→ **Exercise requirements**:
Exclude the pictures, then restate every entry below exactly.

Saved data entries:
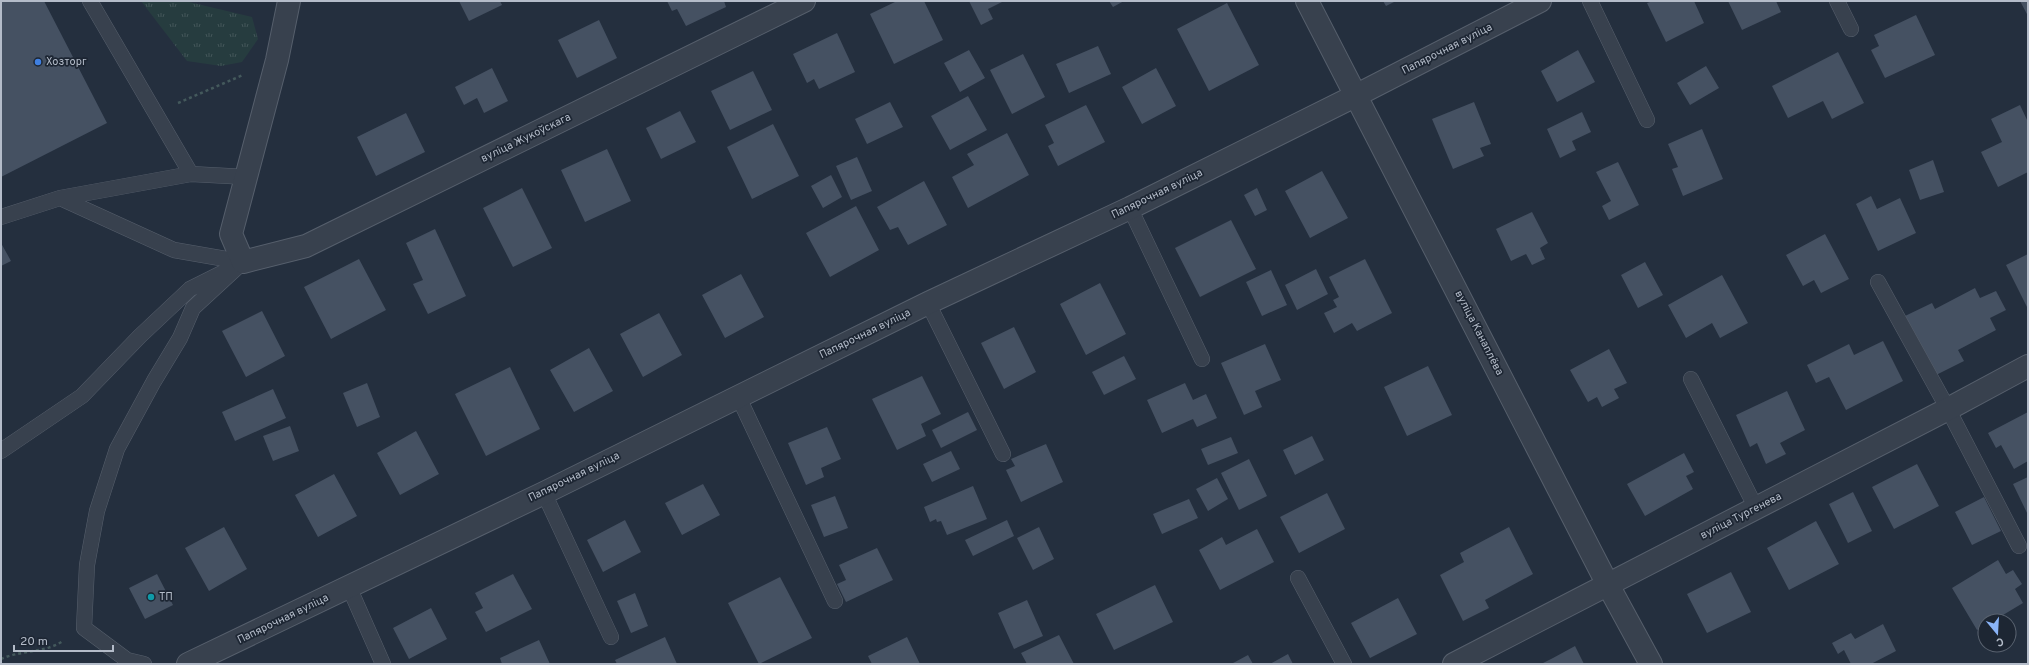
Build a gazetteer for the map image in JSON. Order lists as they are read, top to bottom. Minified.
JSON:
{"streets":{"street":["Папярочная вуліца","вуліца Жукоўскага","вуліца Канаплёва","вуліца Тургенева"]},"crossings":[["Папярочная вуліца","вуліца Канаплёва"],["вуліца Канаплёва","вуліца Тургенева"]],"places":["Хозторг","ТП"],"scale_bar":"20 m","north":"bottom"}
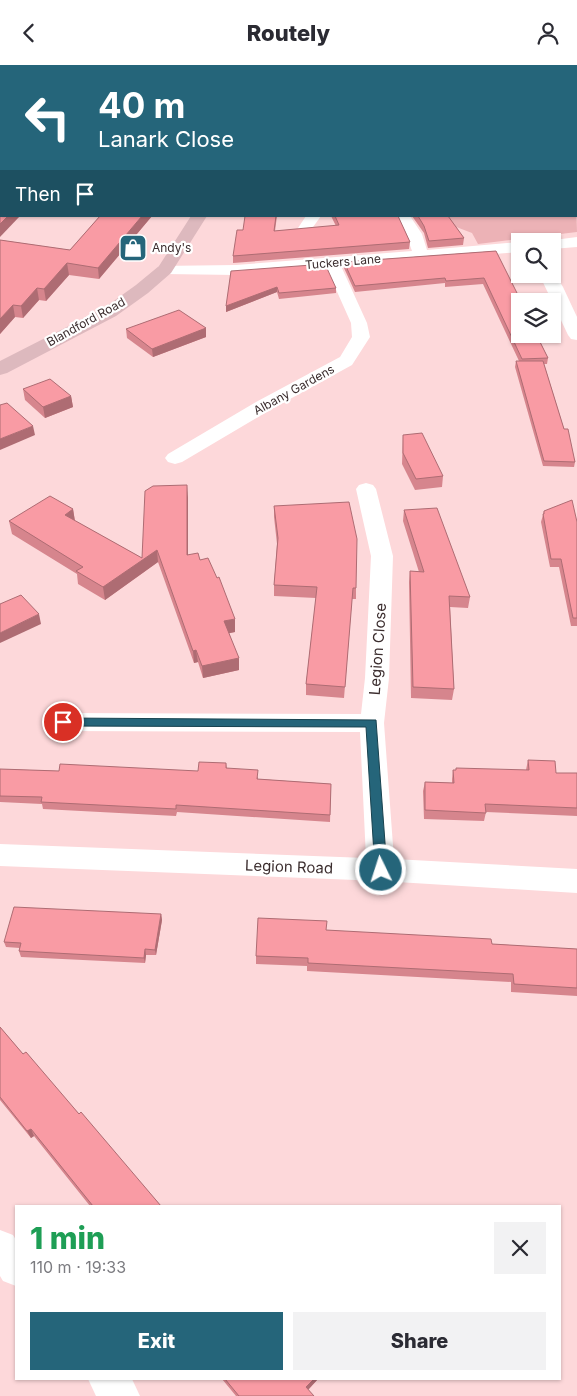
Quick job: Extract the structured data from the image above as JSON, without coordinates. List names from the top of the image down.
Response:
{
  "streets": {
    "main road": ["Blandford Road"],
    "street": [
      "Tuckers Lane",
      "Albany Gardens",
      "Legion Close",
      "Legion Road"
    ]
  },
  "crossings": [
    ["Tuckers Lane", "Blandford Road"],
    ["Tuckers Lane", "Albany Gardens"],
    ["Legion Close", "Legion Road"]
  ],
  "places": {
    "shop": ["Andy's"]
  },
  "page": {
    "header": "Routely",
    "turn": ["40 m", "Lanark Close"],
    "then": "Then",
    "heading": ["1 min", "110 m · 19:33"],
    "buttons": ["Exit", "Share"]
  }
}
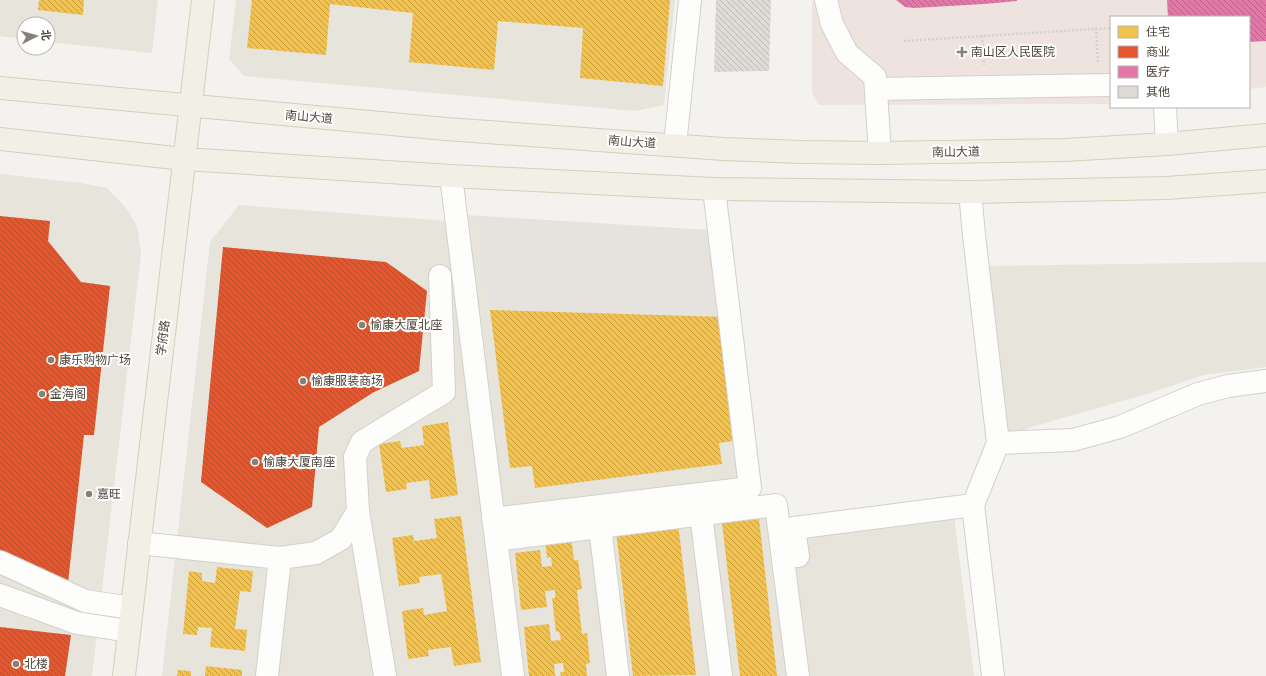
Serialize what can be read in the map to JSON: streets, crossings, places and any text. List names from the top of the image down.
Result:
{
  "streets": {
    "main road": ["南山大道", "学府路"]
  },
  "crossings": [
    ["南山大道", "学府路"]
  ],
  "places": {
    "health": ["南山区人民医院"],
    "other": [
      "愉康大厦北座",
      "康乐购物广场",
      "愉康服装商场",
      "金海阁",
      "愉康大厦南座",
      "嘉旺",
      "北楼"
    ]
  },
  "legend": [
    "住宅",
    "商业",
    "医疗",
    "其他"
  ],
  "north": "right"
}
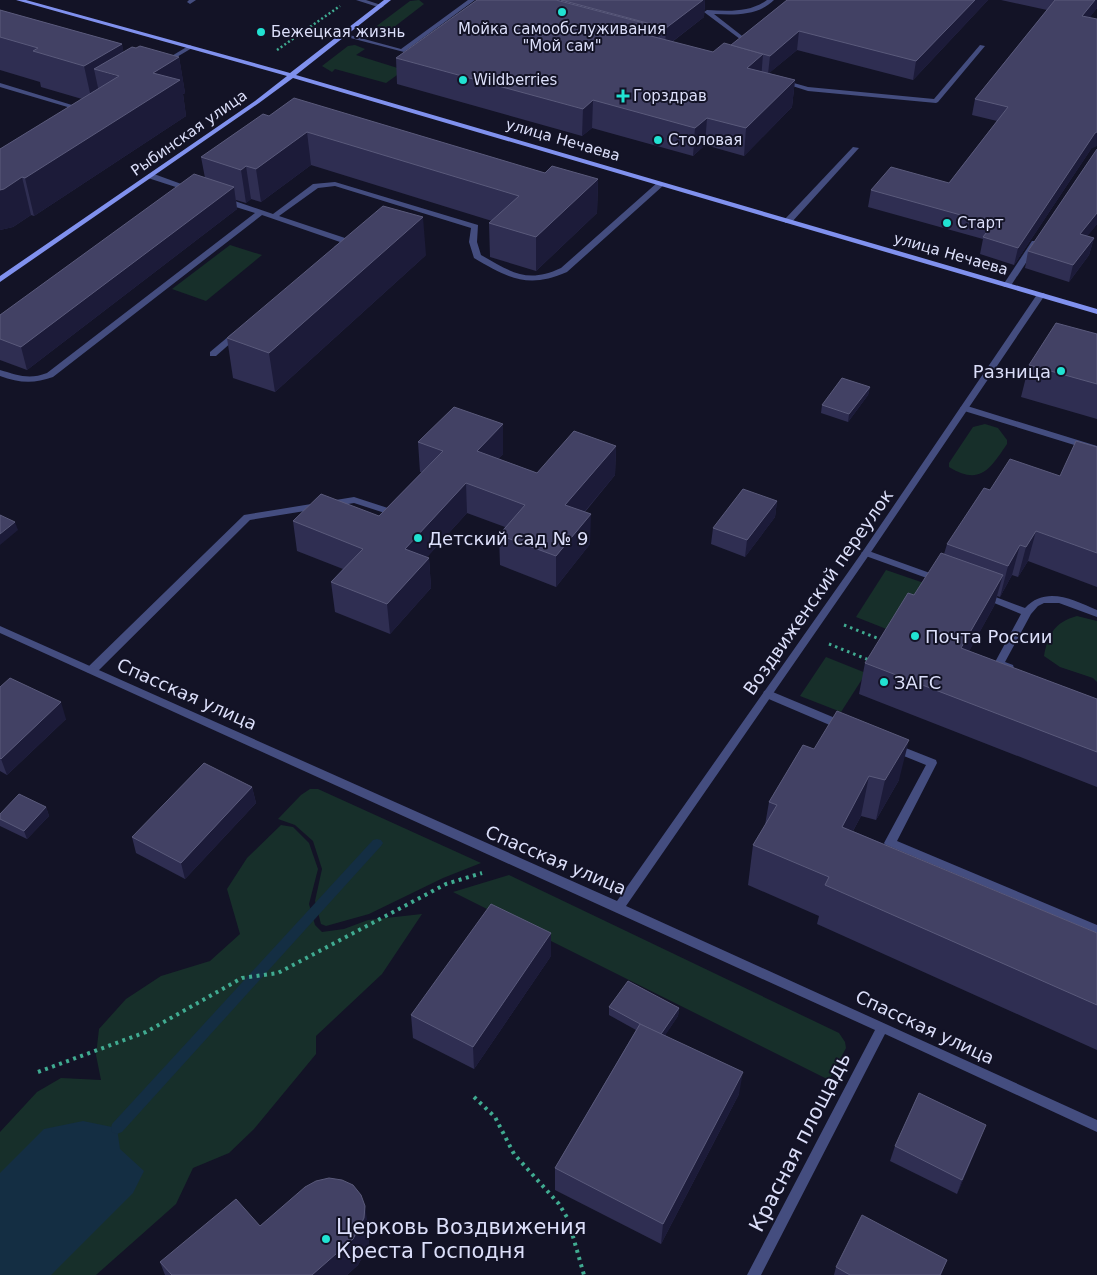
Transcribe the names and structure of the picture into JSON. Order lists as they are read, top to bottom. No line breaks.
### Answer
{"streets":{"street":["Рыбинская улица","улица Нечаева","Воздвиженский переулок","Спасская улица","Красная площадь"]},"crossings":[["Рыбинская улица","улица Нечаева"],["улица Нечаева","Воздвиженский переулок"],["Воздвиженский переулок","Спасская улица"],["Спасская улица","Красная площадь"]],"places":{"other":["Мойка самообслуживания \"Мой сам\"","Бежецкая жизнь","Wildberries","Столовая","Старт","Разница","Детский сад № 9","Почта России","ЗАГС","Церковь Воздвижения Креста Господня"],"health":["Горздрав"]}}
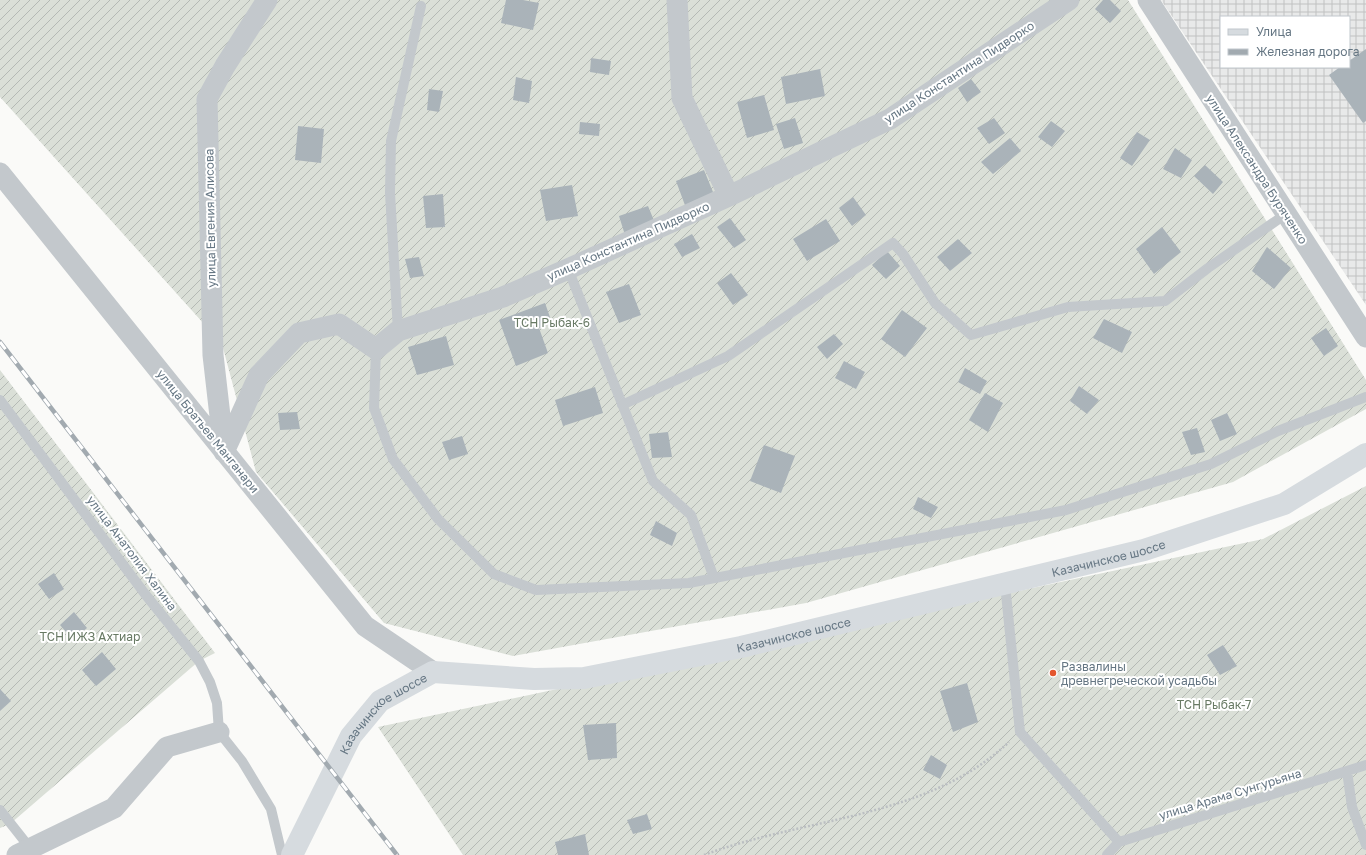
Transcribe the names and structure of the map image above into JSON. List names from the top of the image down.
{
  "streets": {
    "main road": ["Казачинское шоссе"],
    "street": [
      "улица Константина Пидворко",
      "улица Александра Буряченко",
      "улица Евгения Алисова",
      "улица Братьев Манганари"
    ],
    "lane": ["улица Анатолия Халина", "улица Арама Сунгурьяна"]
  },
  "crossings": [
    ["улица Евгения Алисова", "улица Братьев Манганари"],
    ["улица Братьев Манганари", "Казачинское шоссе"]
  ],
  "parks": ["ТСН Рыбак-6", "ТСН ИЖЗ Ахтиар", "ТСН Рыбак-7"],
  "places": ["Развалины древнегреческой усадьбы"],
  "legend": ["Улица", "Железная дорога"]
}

→ **Solution to this exercise**:
Build a gazetteer for the map image in JSON. Order lists as they are read, top to bottom. Minified.
JSON:
{"streets":{"street":["Папярочная вуліца","вуліца Жукоўскага","вуліца Канаплёва","вуліца Тургенева"]},"crossings":[["Папярочная вуліца","вуліца Канаплёва"],["вуліца Канаплёва","вуліца Тургенева"]],"places":["Хозторг","ТП"],"scale_bar":"20 m","north":"bottom"}
Quick job: Extract the structured data from the image above as JSON, without coordinates. List names from the top of the image down.
Response:
{
  "streets": {
    "main road": ["Blandford Road"],
    "street": [
      "Tuckers Lane",
      "Albany Gardens",
      "Legion Close",
      "Legion Road"
    ]
  },
  "crossings": [
    ["Tuckers Lane", "Blandford Road"],
    ["Tuckers Lane", "Albany Gardens"],
    ["Legion Close", "Legion Road"]
  ],
  "places": {
    "shop": ["Andy's"]
  },
  "page": {
    "header": "Routely",
    "turn": ["40 m", "Lanark Close"],
    "then": "Then",
    "heading": ["1 min", "110 m · 19:33"],
    "buttons": ["Exit", "Share"]
  }
}
Serialize what can be read in the map to JSON: streets, crossings, places and any text. List names from the top of the image down.
Result:
{
  "streets": {
    "main road": ["南山大道", "学府路"]
  },
  "crossings": [
    ["南山大道", "学府路"]
  ],
  "places": {
    "health": ["南山区人民医院"],
    "other": [
      "愉康大厦北座",
      "康乐购物广场",
      "愉康服装商场",
      "金海阁",
      "愉康大厦南座",
      "嘉旺",
      "北楼"
    ]
  },
  "legend": [
    "住宅",
    "商业",
    "医疗",
    "其他"
  ],
  "north": "right"
}
Transcribe the names and structure of the picture into JSON. Order lists as they are read, top to bottom. No line breaks.
### Answer
{"streets":{"street":["Рыбинская улица","улица Нечаева","Воздвиженский переулок","Спасская улица","Красная площадь"]},"crossings":[["Рыбинская улица","улица Нечаева"],["улица Нечаева","Воздвиженский переулок"],["Воздвиженский переулок","Спасская улица"],["Спасская улица","Красная площадь"]],"places":{"other":["Мойка самообслуживания \"Мой сам\"","Бежецкая жизнь","Wildberries","Столовая","Старт","Разница","Детский сад № 9","Почта России","ЗАГС","Церковь Воздвижения Креста Господня"],"health":["Горздрав"]}}
Transcribe the names and structure of the map image above into JSON. List names from the top of the image down.
{
  "streets": {
    "main road": ["Казачинское шоссе"],
    "street": [
      "улица Константина Пидворко",
      "улица Александра Буряченко",
      "улица Евгения Алисова",
      "улица Братьев Манганари"
    ],
    "lane": ["улица Анатолия Халина", "улица Арама Сунгурьяна"]
  },
  "crossings": [
    ["улица Евгения Алисова", "улица Братьев Манганари"],
    ["улица Братьев Манганари", "Казачинское шоссе"]
  ],
  "parks": ["ТСН Рыбак-6", "ТСН ИЖЗ Ахтиар", "ТСН Рыбак-7"],
  "places": ["Развалины древнегреческой усадьбы"],
  "legend": ["Улица", "Железная дорога"]
}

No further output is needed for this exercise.